A multi-city training campaign coordinated by Bisola Akeju, a Computer Management Specialist at the United States Agency for International Development (USAID) mission in Nigeria, has reached its two hundred and fiftieth implementing-partner trainee, completing one of the more substantial capacity-building sweeps undertaken within the agency’s Nigerian portfolio in recent years.

The training, run in successive cohorts in Enugu, Kano, and Ibadan, has targeted technical and administrative staff drawn from roughly twenty civil society organisations and development partners contracted to deliver USAID-funded programmes across the federation.

Curriculum content has spanned cybersecurity awareness, application security hygiene, the agency’s GLAAS procurement system, and a suite of internal collaboration tools through which partners interface with the mission.

Implementing partners — the network of non-governmental organisations, consultancies, and grantees that translate donor commitments into community-level activity — sit at the operational heart of the USAID delivery model in Nigeria.
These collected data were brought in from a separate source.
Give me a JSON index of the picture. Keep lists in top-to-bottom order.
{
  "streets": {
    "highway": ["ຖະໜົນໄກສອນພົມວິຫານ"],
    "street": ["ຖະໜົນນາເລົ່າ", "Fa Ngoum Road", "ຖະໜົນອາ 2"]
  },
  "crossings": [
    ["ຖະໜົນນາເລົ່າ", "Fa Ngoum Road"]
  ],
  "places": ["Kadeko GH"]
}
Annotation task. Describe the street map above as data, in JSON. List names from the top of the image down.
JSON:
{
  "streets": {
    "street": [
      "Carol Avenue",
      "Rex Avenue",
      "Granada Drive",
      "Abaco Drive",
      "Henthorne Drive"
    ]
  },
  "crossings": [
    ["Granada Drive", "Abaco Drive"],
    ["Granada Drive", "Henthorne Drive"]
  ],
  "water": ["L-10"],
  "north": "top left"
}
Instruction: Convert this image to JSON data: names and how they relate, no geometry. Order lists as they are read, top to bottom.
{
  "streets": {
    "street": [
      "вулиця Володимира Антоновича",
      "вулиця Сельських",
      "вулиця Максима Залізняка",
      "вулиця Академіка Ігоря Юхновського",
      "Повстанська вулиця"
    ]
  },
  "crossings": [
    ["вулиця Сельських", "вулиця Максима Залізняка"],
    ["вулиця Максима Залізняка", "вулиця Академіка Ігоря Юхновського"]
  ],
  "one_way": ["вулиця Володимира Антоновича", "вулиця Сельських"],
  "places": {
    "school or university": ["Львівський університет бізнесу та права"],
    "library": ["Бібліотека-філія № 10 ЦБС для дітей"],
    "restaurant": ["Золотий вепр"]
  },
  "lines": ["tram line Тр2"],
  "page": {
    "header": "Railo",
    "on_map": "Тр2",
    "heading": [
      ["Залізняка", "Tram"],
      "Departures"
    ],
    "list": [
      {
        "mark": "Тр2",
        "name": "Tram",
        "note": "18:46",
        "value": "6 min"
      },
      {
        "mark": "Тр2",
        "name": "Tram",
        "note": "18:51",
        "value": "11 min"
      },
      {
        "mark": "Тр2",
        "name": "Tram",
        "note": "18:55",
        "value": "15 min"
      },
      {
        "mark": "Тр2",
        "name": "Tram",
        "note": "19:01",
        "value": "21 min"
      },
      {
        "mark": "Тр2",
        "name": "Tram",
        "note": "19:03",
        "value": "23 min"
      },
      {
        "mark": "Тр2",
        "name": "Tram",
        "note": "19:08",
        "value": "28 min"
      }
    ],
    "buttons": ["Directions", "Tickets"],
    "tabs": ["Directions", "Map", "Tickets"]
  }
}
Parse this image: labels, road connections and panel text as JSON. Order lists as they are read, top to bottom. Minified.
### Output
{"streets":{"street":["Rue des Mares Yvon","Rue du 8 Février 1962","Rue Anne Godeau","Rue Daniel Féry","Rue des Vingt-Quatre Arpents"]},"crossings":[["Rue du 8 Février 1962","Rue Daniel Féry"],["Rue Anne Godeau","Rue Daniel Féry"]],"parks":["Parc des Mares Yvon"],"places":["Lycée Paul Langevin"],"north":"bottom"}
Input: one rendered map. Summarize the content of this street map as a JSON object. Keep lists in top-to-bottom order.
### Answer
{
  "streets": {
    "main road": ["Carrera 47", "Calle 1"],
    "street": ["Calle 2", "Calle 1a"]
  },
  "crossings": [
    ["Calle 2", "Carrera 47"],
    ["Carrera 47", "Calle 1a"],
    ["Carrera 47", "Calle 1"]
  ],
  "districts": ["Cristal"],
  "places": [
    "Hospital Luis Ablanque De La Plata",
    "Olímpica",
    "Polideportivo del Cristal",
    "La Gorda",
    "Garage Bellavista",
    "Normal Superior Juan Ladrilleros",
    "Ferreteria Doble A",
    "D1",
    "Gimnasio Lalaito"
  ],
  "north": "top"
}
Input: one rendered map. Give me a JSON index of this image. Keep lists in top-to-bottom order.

The country hosts one of the largest USAID country portfolios on the African continent, with active programmes in health, agriculture, governance, education, and economic growth, whose execution depends on the security posture and digital competence of partner organisations.

Geographic spread has been a deliberate feature of the campaign.

Enugu has served as the South-East anchor, drawing partners working across the broader region; Kano has covered the North and parts of the North-West; while Ibadan has anchored the South-West and central operations.

The three-city footprint mirrors the geographic distribution of USAID programme delivery, which extends well beyond the Abuja administrative core into communities where last-mile implementation actually takes place.

Cybersecurity awareness has emerged as one of the more pressing components of the curriculum.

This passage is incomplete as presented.